5 foods that help control cholesterol
Several studies have confirmed that the avocado favours the reduction of cholesterol in the blood between 10 and 45 percent in those patients who suffer from hypercholesterolemia. But still the reasons are not very clear, we know that they are rich in polyunsaturated fatty acids and in fiber, so that we can deduce clearly that reduces the levels of LDL. These studies recommend taking at least half an avocado daily for the main meal, as an effective tool to lower cholesterol…
The leafy green vegetable as the spinach reduces the cholesterol levels as well, in addition as it contains a high percentage of sterols and stanols there is a lower intestinal absorption of this substance. Due to its high fiber content, broccoli also has a beneficial effect in patients with hypercholesterolemia, it is recommended to include these vegetables in our diet.

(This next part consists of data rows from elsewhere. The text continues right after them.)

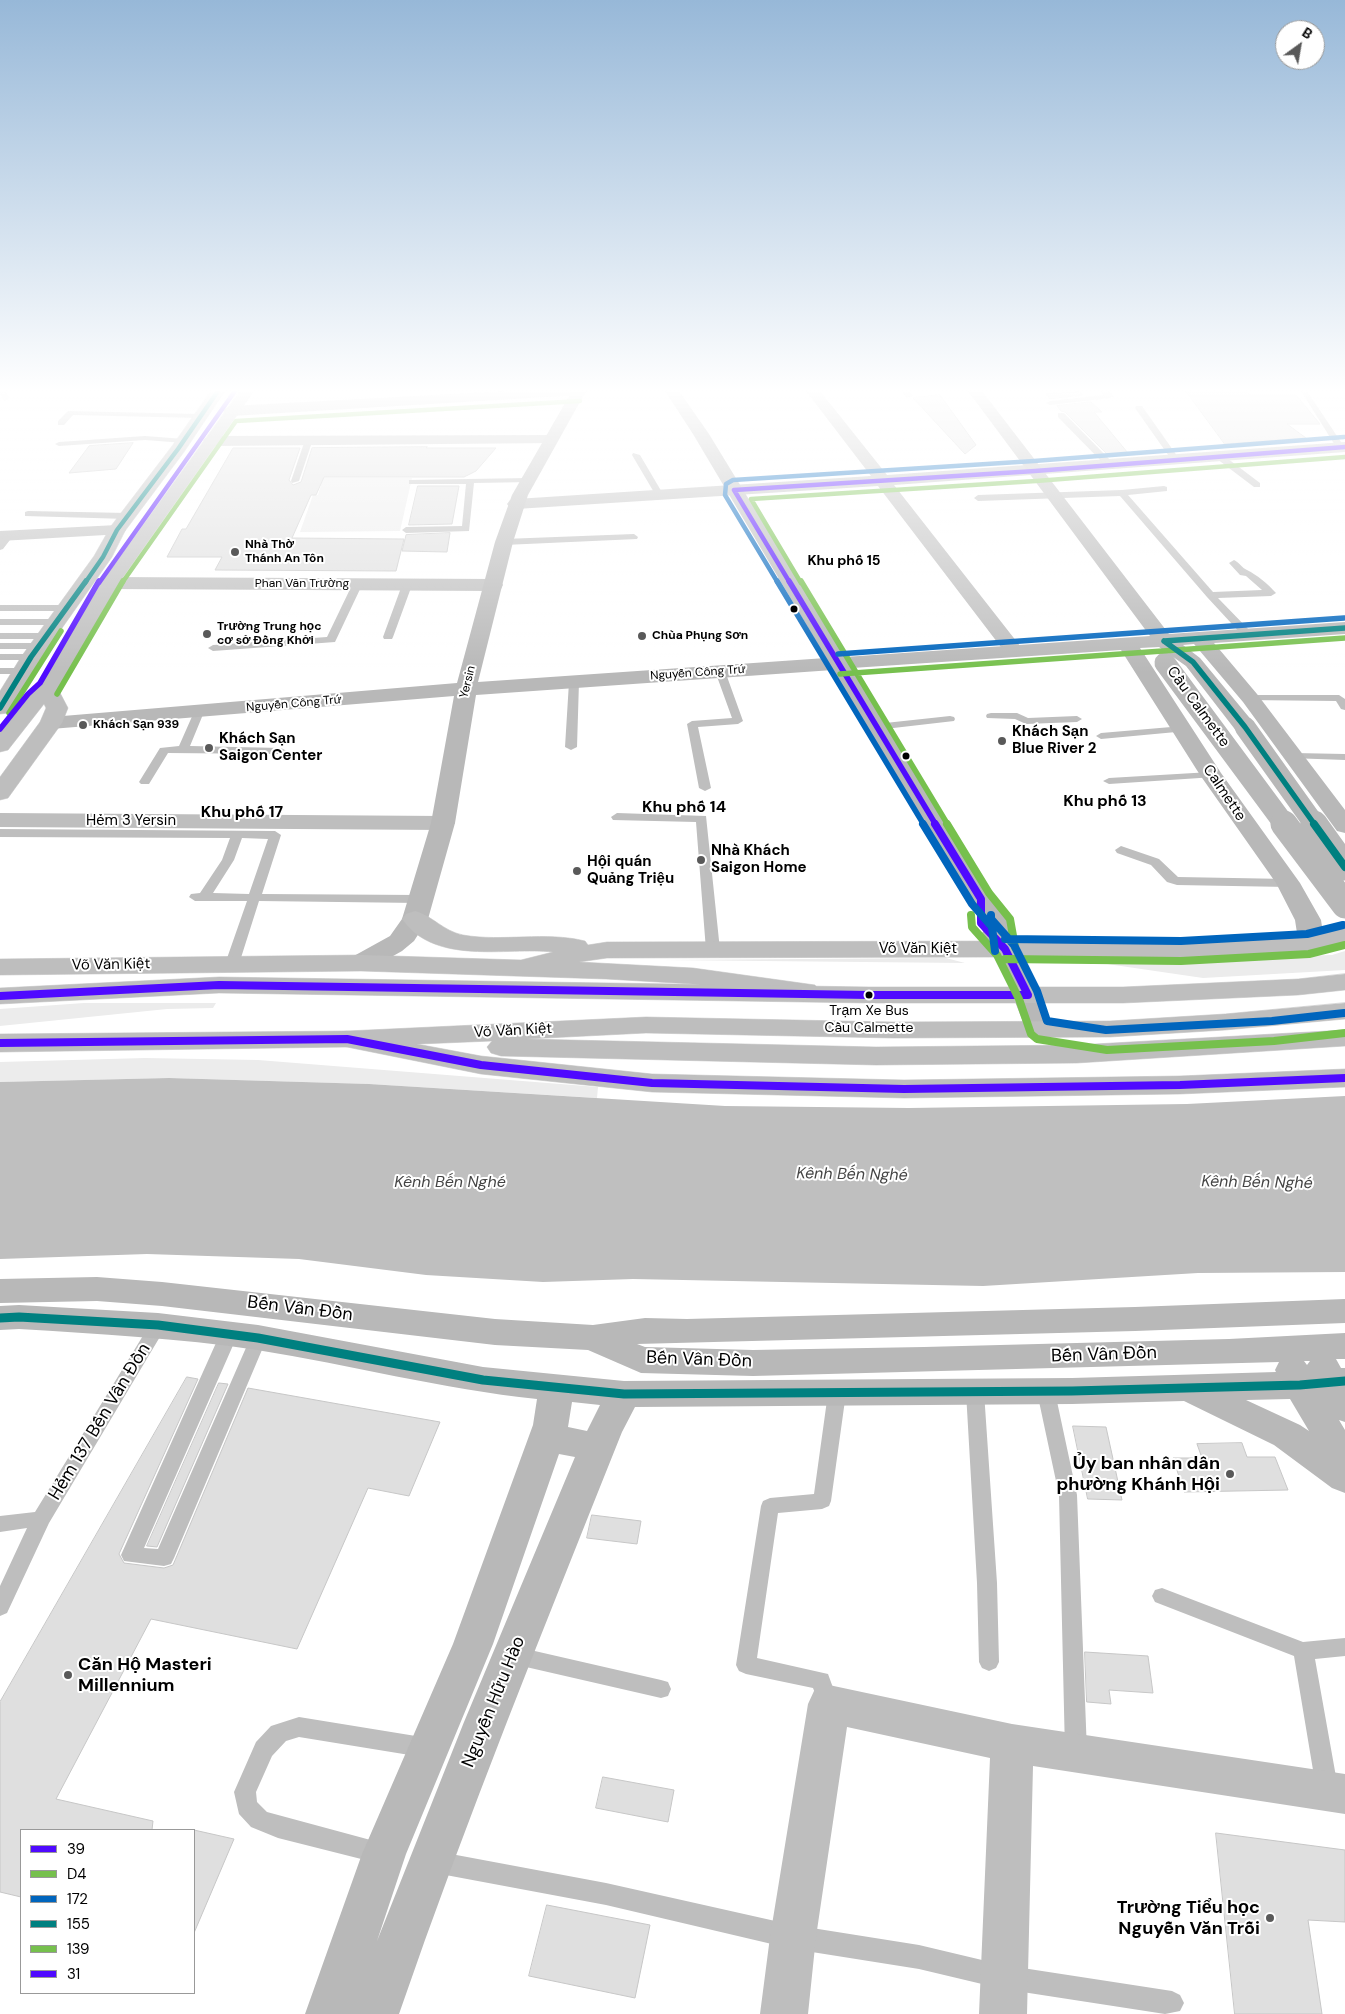 <!DOCTYPE html>
<meta charset="utf-8">
<style>
body{margin:0}
#map{position:relative;width:1345px;height:2014px;overflow:hidden;background:#fff;font-family:"DM Sans",sans-serif}
canvas{display:block}
.legend{position:absolute;left:20px;top:1829px;width:175px;height:165px;box-sizing:border-box;background:#fff;border:1px solid #999;margin:0;padding:6px 9px;list-style:none;font-size:15px;color:#000}
.legend li{display:flex;align-items:center;gap:10px;height:25px}
.legend b{width:25px;border:1px solid #999}
.north{position:absolute;left:1275px;top:20px;width:50px;height:50px;box-sizing:border-box;background:#fff;border:1px solid #999;border-radius:50%;rotate:32deg;font-size:14px;font-weight:700;line-height:20px;text-align:center;color:#000}
.north::after{content:'';display:block;margin:auto;width:18px;height:22px;background:#595959;clip-path:polygon(50% 0,100% 100%,50% 72%,0 100%)}
</style>
<div id="map">
<canvas width="1345" height="2014"></canvas>
<ul class="legend">
<li><b style="height:6px;background:#4f0aff"></b>39</li>
<li><b style="height:6px;background:#76c04d"></b>D4</li>
<li><b style="height:6px;background:#0065bd"></b>172</li>
<li><b style="height:6px;background:#008080"></b>155</li>
<li><b style="height:6px;background:#76c04d"></b>139</li>
<li><b style="height:6px;background:#4f0aff"></b>31</li>
</ul>
<div class="north">B</div>
</div>
<script>
const ctx = document.querySelector('canvas').getContext('2d');
ctx.lineJoin = 'round';
function fillPath(path, color) {
  ctx.fillStyle = color;
  ctx.fill(path, 'evenodd');
}
function stroke(path, color, width, dash) {
  ctx.strokeStyle = color;
  ctx.lineWidth = width;
  ctx.lineCap = dash ? 'butt' : 'round';
  ctx.setLineDash(dash || []);
  ctx.stroke(path);
}
function label(font, color, halo, rows, align = 'center') {
  ctx.font = font + ' "DM Sans",sans-serif';
  ctx.lineWidth = 4;
  ctx.setLineDash([]);
  ctx.textBaseline = 'middle';
  ctx.strokeStyle = halo;
  ctx.fillStyle = color;
  for (const [text, x, y, turn = 0] of rows) {
    ctx.save();
    ctx.translate(x, y);
    ctx.rotate((+turn || 0) * Math.PI / 180);
    ctx.textAlign = isNaN(turn) ? turn : align;
    if (halo) ctx.strokeText(text, 0, 0);
    ctx.fillText(text, 0, 0);
    ctx.restore();
  }
}
fillPath(new Path2D(`
 M323 478H412L400 531 300 532 313 495H318Z
 M1345 951V970L1203 978 1073 959H1188L1332 955Z
 M946 958 965 963 661 960Z
 M84 1003H216L213 1008 167 1009 0 1026V1009Z
 M145 1058 258 1060 598 1087 597 1098 369 1084 169 1078 0 1082V1062Z`), '#ececec');
fillPath(new Path2D(`
 M169 1078 369 1084 725 1106 909 1108 1187 1104 1345 1096V1272L1198 1273 983 1286 633 1279 543 1282 426 1275 299 1259 147 1254 0 1259V1082Z`), '#bfbfbf');
const building = new Path2D(`
 M1186 391H1247L1250 395H1296L1320 424H1287L1306 438 1225 444Z
 M1079 392 1083 395 1050 399 1046 394Z
 M940 395 976 445 965 454 913 398Z
 M1091 402 1102 412H1094L1128 453 1108 455 1065 412 1061 411 1057 406Z
 M133 443 116 469 69 473 89 446Z
 M427 447 426 448H496L476 471 464 477H324L316 495H311L292 538 404 539 396 571 215 570 222 557H167L182 529H186L233 448H300L289 480 293 485 301 482 312 448Z
 M418 486H459L452 524 409 525Z
 M450 533 447 552 402 551 406 535Z
 M187 1377 198 1379 119 1554 124 1563 164 1568 173 1565 248 1388 440 1422 409 1496 368 1488 297 1649 151 1619 56 1799 153 1821 152 1830H21V1897L0 1892V1702Z
 M219 1383 228 1384 157 1547 147 1546Z
 M1073 1426 1106 1427 1122 1500 1088 1499Z
 M1242 1443 1247 1457H1275L1288 1490 1184 1492 1173 1458H1202L1197 1444Z
 M592 1515 641 1521 637 1544 587 1538Z
 M1085 1652 1148 1656 1153 1693 1109 1690 1111 1704 1087 1702Z
 M603 1777 674 1790 668 1822 596 1808Z
 M194 1830 234 1839 194 1933Z
 M1216 1833 1345 1850V1922L1308 1920 1322 2014H1235Z
 M547 1905 650 1925 635 1998 529 1976Z`);
fillPath(building, '#dfdfdf');
stroke(building, '#c7c7c7', 1);
stroke(new Path2D(`
 M0 394 5 391`), '#d9d9d9', 17, [17, 8]);
const primary = new Path2D(`
 M211 391H225L184 452 125 531 112 557 41 658 8 713 0 714V691L21 657 94 556 111 526 172 446Z
 M240 391H254L119 583 58 689 68 708 62 723 8 798 0 800V777L40 722 46 708 44 704 8 750 0 752V731L28 697 40 685 101 583Z
 M415 911C433 916 443 931 463 935 503 942 545 931 585 941L588 945 607 942 1005 941 1181 943 1308 936 1345 927V943L1308 952 1181 959 1005 957 607 958 579 962 693 968 815 985 819 991 815 997 805 999 693 984 606 979 361 971 0 975V959L361 955 521 960 553 952C506 947 435 966 402 919L406 914Z
 M347 1031 481 1056 652 1074 904 1080 1180 1076 1345 1069V1087L1180 1094 904 1098 652 1092 481 1074 337 1045 333 1039 337 1033Z`);
const highway = new Path2D(`
 M1345 974V990L1298 995 1123 1003H869L219 993 0 1004V988L219 977 869 987H1123L1298 979Z
 M1345 1003V1019L1225 1030 1110 1037 893 1038 646 1033 526 1039 876 1047 1077 1045 1345 1030V1046L1077 1063 876 1065 501 1056 491 1053 487 1047 492 1041 347 1047 0 1052V1034L347 1031 646 1017 893 1022 1110 1021 1225 1014Z`);
stroke(primary, '#dbdbdb', 1);
stroke(highway, '#dbdbdb', 1);
fillPath(new Path2D(`
 M902 391H909L913 396 906 398Z
 M1101 391H1108L1114 396 1110 398 1050 405 1046 403 1050 401 1104 395Z
 M1301 391H1307L1345 448 1344 450H1338Z
 M1136 406H1142L1180 460 1179 462H1173L1135 408Z
 M68 411 200 414 204 416 200 418 73 415 64 425H58V421Z
 M1058 413H1064L1113 463V467H1107L1058 417Z
 M145 436 184 439 188 441 184 443 145 440 59 446 55 444 59 442Z
 M305 440 312 442 299 481 292 483 291 481Z
 M633 453 640 455 663 494 662 496 655 494 632 455Z
 M1217 455H1223L1260 483V487H1254L1217 459Z
 M528 478 532 480 531 482 474 483 469 531 406 533 402 530 406 527 462 526 466 484H409V480Z
 M1164 486 1167 487V491L1128 495 1213 592 1262 590 1246 576 1240 575 1229 563 1234 560C1239 562 1242 568 1247 570 1257 575 1268 584 1276 593L1271 596 1218 598 1252 633V637H1244L1207 597 1120 496 978 501 974 498 978 495 1122 490Z
 M28 511 128 513 132 516 128 519 25 516V512Z
 M9 533 13 536 3 549 0 550V541Z
 M634 534 638 537 637 539 504 545 500 542 504 539Z
 M357 582 362 585 335 642 213 651 208 648 213 645 327 637 352 585Z
 M407 582 412 585 393 637 392 639H384L383 637 402 585Z
 M0 605H65L70 608 65 611H0Z
 M0 619H55L60 622 55 625H0Z
 M0 633H46L51 636 46 639H0Z
 M0 643H38L43 646 38 649H0Z
 M0 654H31L36 657 31 660H0Z
 M0 668H22L27 671 22 674H0Z
 M720 668 725 671 743 721 738 724 698 727 711 788 705 791 699 788 687 724 692 721 732 718 715 671Z
 M574 679 579 682 577 747 571 750 565 747 569 682Z
 M1250 695H1339L1345 699V710L1341 709 1336 701 1246 700 1245 698Z
 M199 709 204 712 190 746 281 748 287 751 281 754 168 753 149 784H141L139 782 160 748 179 746 194 712Z
 M991 713H1017L1028 718 1077 716 1082 719 1077 722 1026 724 1015 719 987 718 986 716 987 714Z
 M950 716 954 717 955 719 954 721 876 730 871 727 876 724Z
 M1183 726 1188 729 1187 731 1101 739 1096 736 1101 733Z
 M1294 753 1345 754V760L1290 758 1288 756 1290 754Z
 M1211 772 1217 775 1215 777 1109 784 1103 781 1109 778Z
 M617 813 706 816 720 950 718 953H708L706 950 696 822 613 820 611 817Z
 M0 829 275 831 281 835 262 894 419 895 425 899 419 903 259 901 239 964 232 968 225 964 247 901H195L189 897 191 894 200 893 222 860 230 838 0 837ZM242 838 268 839 249 894 213 893 234 860Z
 M1121 846 1159 859 1178 877 1288 879 1294 883 1288 887 1177 885 1167 882 1151 865 1117 853 1115 850Z
 M158 1319 164 1321 167 1325 49 1523 7 1613 0 1616V1586L27 1528 0 1532V1516L35 1512 152 1321Z
 M229 1328 235 1330 238 1334 144 1548 158 1549 252 1334 258 1332 264 1334 267 1338 174 1558 171 1564 164 1566 124 1561 121 1555 220 1334 223 1330Z
 M975 1385 981 1387 984 1392 997 1583 999 1662 996 1668 989 1671 982 1668 979 1662 977 1583 966 1392 969 1387Z
 M1046 1385 1052 1387 1055 1392 1077 1495 1087 1752 1084 1759 1076 1762 1068 1759 1065 1752 1059 1495 1037 1392 1040 1387Z
 M837 1386 843 1388 846 1393 831 1501 829 1506 822 1509 778 1513 757 1658 828 1674 839 1704 836 1711 829 1713 822 1711 813 1688 746 1674 739 1671 736 1665 761 1506 763 1501 770 1498 814 1494 828 1393 831 1388Z
 M1162 1588 1303 1642 1345 1638V1656L1315 1659 1338 1788 1335 1795 1327 1798 1319 1795 1316 1788 1294 1656 1155 1602 1152 1596 1155 1590Z
 M513 1646 661 1680 668 1682 671 1689 668 1696 661 1698 513 1664 506 1661 503 1655 506 1649Z
 M299 1717 428 1738 436 1741 439 1748 436 1755 428 1758 299 1737 286 1741 272 1756 256 1792 257 1802 267 1812 389 1845 392 1853 389 1861 381 1864 278 1838 251 1827 239 1814 234 1792 256 1742 271 1726Z
 M435 1851 606 1883 793 1925 919 1945 1003 1965 1172 1991 1180 1995 1184 2003 1180 2011 1165 2014 1003 1989 919 1969 793 1949 606 1905 435 1873 427 1870 424 1862 427 1854Z`), '#bebebe');
fillPath(new Path2D(`
 M507 391H587L585 394 580 395 231 416 226 414 223 411 226 408 231 406Z
 M806 391H820L887 475 1345 442V452L894 485 1024 651 1021 655 1014 657 1007 655 878 486 516 509 510 508 507 504 510 500 516 499 871 476Z
 M550 435 556 437 558 440 556 443 211 446 205 444 203 441 205 438 211 436Z
 M117 525 123 526 126 530 123 534 0 541V531Z
 M110 577 494 579 501 581 503 585 501 589 494 591 110 589 103 587 101 583 103 579Z
 M0 813 443 816 451 818 455 823 451 828 443 830 0 827Z
 M829 1685 1012 1724 1345 1774V1814L1033 1766 1027 2014H979L990 1758 847 1727 816 1937 808 2014H760L770 1937 808 1704 814 1691Z`), '#bebebe');
fillPath(new Path2D(`
 M572 391H586L528 495 513 542 478 682 826 658 693 434 665 391H679L709 434 845 657 1150 636 968 391H982L1169 634 1345 622V634L1214 643 1257 694 1345 810V833L1337 831 1243 702 1194 644 1183 645 1200 658 1253 722 1256 727 1253 732 1245 734 1237 732 1186 666 1159 647 1140 648 1221 773 1300 883 1321 920 1323 933 1321 944 1317 950 1308 952 1299 950 1295 944 1297 933 1295 920 1276 883 1200 775 1121 650 852 668 991 895 1014 923 1017 950 1034 980 1054 1030 1050 1036 1040 1038 1030 1036 1026 1030 1002 968 980 936 984 930 989 929 988 924 968 899 833 670 476 695 455 823 428 919 414 941 402 951 370 969 361 971 352 969 348 963 352 957 390 936 402 919 431 823 454 696 51 729 43 728 40 723 43 718 51 717 457 683 495 542 512 495Z
 M97 1277 162 1282 495 1319 593 1325 645 1318 687 1319 1135 1307 1345 1299V1323L1135 1331 637 1344 645 1347 753 1350 924 1347 1229 1339 1345 1333V1359H1336L1341 1368H1345V1422L1339 1420 1345 1430V1493L1332 1488 1274 1445 1184 1401 1072 1404 635 1407 622 1432C545 1625 467 1817 399 2014H305L362 1854 453 1644 533 1425 537 1399C442 1389 351 1365 257 1350 178 1338 99 1334 19 1329L0 1330V1306L19 1305 158 1313 258 1325 483 1367 624 1381 1072 1378 1276 1372 1275 1370 1279 1362 753 1376 641 1373 588 1350 495 1345 162 1306 97 1301 0 1303V1279ZM1304 1361H1310L1307 1365ZM1290 1399 1309 1431 1300 1425 1246 1400ZM572 1402 600 1405 587 1431 568 1427ZM559 1454 575 1457 464 1722 377 1941 406 1854 493 1644Z`), '#b8b8b8');
fillPath(primary, '#bebebe');
fillPath(highway, '#bebebe');
stroke(new Path2D(`
 M1165 663 1285 825
 M1245 727 1315 825`), '#b8b8b8', 21);
stroke(new Path2D(`
 M1284 824 1345 905
 M1314 824 1345 867`), '#b8b8b8', 27);
stroke(new Path2D(`
 M790 583 734 490 1035 471 1345 447`), '#4f0aff', 4.5);
stroke(new Path2D(`
 M789 581 936 825`), '#4f0aff', 5.5);
stroke(new Path2D(`
 M0 996 219 985 869 995H1028L1005 949 981 923V899L935 824
 M0 1043 347 1039 481 1065 652 1083 904 1089 1180 1085 1345 1078`), '#4f0aff', 8);
stroke(new Path2D(`
 M801 583 751 499 1036 481 1345 457`), '#76c04d', 4.5);
stroke(new Path2D(`
 M801 581 948 825
 M840 674 1345 638`), '#76c04d', 5.5);
stroke(new Path2D(`
 M947 824 989 893 1010 919 1015 947
 M971 915 972 927 997 955 1019 999 1031 1034 1037 1039 1107 1050 1274 1041 1345 1033
 M1005 959 1181 961 1309 954 1345 945`), '#76c04d', 8);
stroke(new Path2D(`
 M778 583 725 495 726 484 733 480 1034 461 1344 437`), '#0065bd', 4.5);
stroke(new Path2D(`
 M777 581 924 825
 M838 654 1344 618`), '#0065bd', 5.5);
stroke(new Path2D(`
 M923 824 972 904 992 927 995 951
 M991 915V919L1014 945 1037 991 1047 1021 1106 1030 1272 1021 1344 1013
 M1005 939 1181 941 1307 934 1343 925`), '#0065bd', 8);
stroke(new Path2D(`
 M85 583 103 557 117 530 178 449 218 391`), '#008080', 4.5);
stroke(new Path2D(`
 M1164 641 1193 662 1245 727 1315 825
 M1164 641 1345 628
 M0 708 31 657 86 581`), '#008080', 5.5);
stroke(new Path2D(`
 M1314 824 1345 867`), '#008080', 8);
stroke(new Path2D(`
 M0 1318 19 1317 158 1325 258 1338 483 1380 624 1394 1072 1391 1300 1385 1345 1381`), '#008080', 9);
stroke(new Path2D(`
 M122 583 236 421 580 401`), '#76c04d', 4.5);
stroke(new Path2D(`
 M57 694 123 581
 M9 713 61 631`), '#76c04d', 5.5);
stroke(new Path2D(`
 M99 583 235 391`), '#4f0aff', 4.5);
stroke(new Path2D(`
 M0 729 28 694 40 683 99 581`), '#4f0aff', 5.5);
const sky = ctx.createLinearGradient(0, 0, 0, 673);
sky.addColorStop(0, '#97b8d8');
sky.addColorStop(0.58, '#fff');
sky.addColorStop(1, '#ffffff00');
ctx.fillStyle = sky;
ctx.fillRect(0, 0, 1345, 673);
for (const [x, y, r, color] of [
 [235,552,5,"#595959"],
 [794,609,4.5,"#000"],
 [207,634,5,"#595959"],
 [642,636,5,"#595959"],
 [83,725,5,"#595959"],
 [1002,741,5,"#595959"],
 [209,748,5,"#595959"],
 [906,756,4.5,"#000"],
 [701,860,5,"#595959"],
 [577,871,5,"#595959"],
 [869,995,4.5,"#000"],
 [1230,1474,5,"#595959"],
 [68,1675,5,"#595959"],
 [1270,1918,5,"#595959"]
]) {
  const dot = new Path2D();
  dot.arc(x, y, r, 0, 2 * Math.PI);
  ctx.fillStyle = color;
  ctx.fill(dot);
  stroke(dot, '#fff', 2);
}
label('bold 12px', '#000', '#fff', [
 ["Nhà Thờ",245,545],
 ["Thánh An Tôn",245,559],
 ["Trường Trung học",217,627],
 ["cơ sở Đồng Khởi",217,641],
 ["Chùa Phụng Sơn",652,636],
 ["Khách Sạn 939",93,725]
], 'left');
label('12px', '#000', '#fff', [
 ["Phan Văn Trường",302,584],
 ["Nguyễn Công Trứ",698,673,-4],
 ["Yersin",468,682,-76],
 ["Nguyễn Công Trứ",294,704,-5]
]);
label('bold 14px', '#000', '#fff', [
 ["Khu phố 15",844,561]
]);
label('14px', '#000', '#fff', [
 ["Trạm Xe Bus",869,1011],
 ["Cầu Calmette",869,1028]
]);
label('15px', '#000', '#fff', [
 ["Cầu Calmette",1198,707,54],
 ["Calmette",1224,793,56],
 ["Hẻm 3 Yersin",131,821],
 ["Võ Văn Kiệt",918,949],
 ["Võ Văn Kiệt",111,965,-1],
 ["Võ Văn Kiệt",513,1031,-3]
]);
label('bold 15px', '#000', '#fff', [
 ["Khách Sạn",1012,732],
 ["Blue River 2",1012,749],
 ["Khách Sạn",219,739],
 ["Saigon Center",219,756],
 ["Nhà Khách",711,851],
 ["Saigon Home",711,868],
 ["Hội quán",587,862],
 ["Quảng Triệu",587,879]
], 'left');
label('bold 16px', '#000', '#fff', [
 ["Khu phố 13",1105,802],
 ["Khu phố 14",684,808],
 ["Khu phố 17",242,813]
]);
label('italic 16px', '#444', '#fff', [
 ["Kênh Bến Nghé",852,1175,1],
 ["Kênh Bến Nghé",450,1183],
 ["Kênh Bến Nghé",1257,1183,1]
]);
label('18px', '#000', '#fff', [
 ["Bến Vân Đồn",300,1309,7],
 ["Bến Vân Đồn",1104,1355,-2],
 ["Bến Vân Đồn",699,1360,2],
 ["Hẻm 137 Bến Vân Đồn",100,1422,-59],
 ["Nguyễn Hữu Hào",494,1702,-68]
]);
label('bold 18px', '#000', '#fff', [
 ["Ủy ban nhân dân",1220,1464],
 ["phường Khánh Hội",1220,1485],
 ["Căn Hộ Masteri",78,1665,"left"],
 ["Millennium",78,1686,"left"],
 ["Trường Tiểu học",1260,1908],
 ["Nguyễn Văn Trỗi",1260,1929]
], 'right');
</script>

Cereals also help to control cholesterol, especially if they are comprehensive. Experts recommend you take oatmeal because it has been proven that after consuming it for six weeks significantly decreases the LDL cholesterol. Can the amount? About 70-100 grams every day in the breakfast, in addition to other cereals, such as bread, rice or pasta…
Legumes are rich in fibers and therefore are recommended to treat cholesterol. In the case of the lentils are not only decrease the LDL or known as bad cholesterol, but also increases the HDL which is beneficial for our heart. Other legumes such as peas reduce cholesterol between 5 and 8 percent, and if we talk about soy consumption can drop by up to 25 percent the levels of LDL. Experts recommend eating at least 50 grams of legumes three times a week to notice results.
Despite the high percentage of fat of some plant foods, these can be beneficial for lowering cholesterol, as is the case of the nuts. The best are walnuts, pistachios, almonds and macadamia nut which can be reduced by up to 4 percent the levels of LDL and increase up to 7 percent HDL in just 4 weeks. In this case, the experts recommend a daily intake of about 40 grams of nuts without salt during the breakfast, seeing the results it is worth to include them in our diet right?
In addition to include in our diet certain foods that help to control cholesterol it is also important to take a few healthy lifestyle habits that allow us to stay healthy, check out our article so that you can take care of you.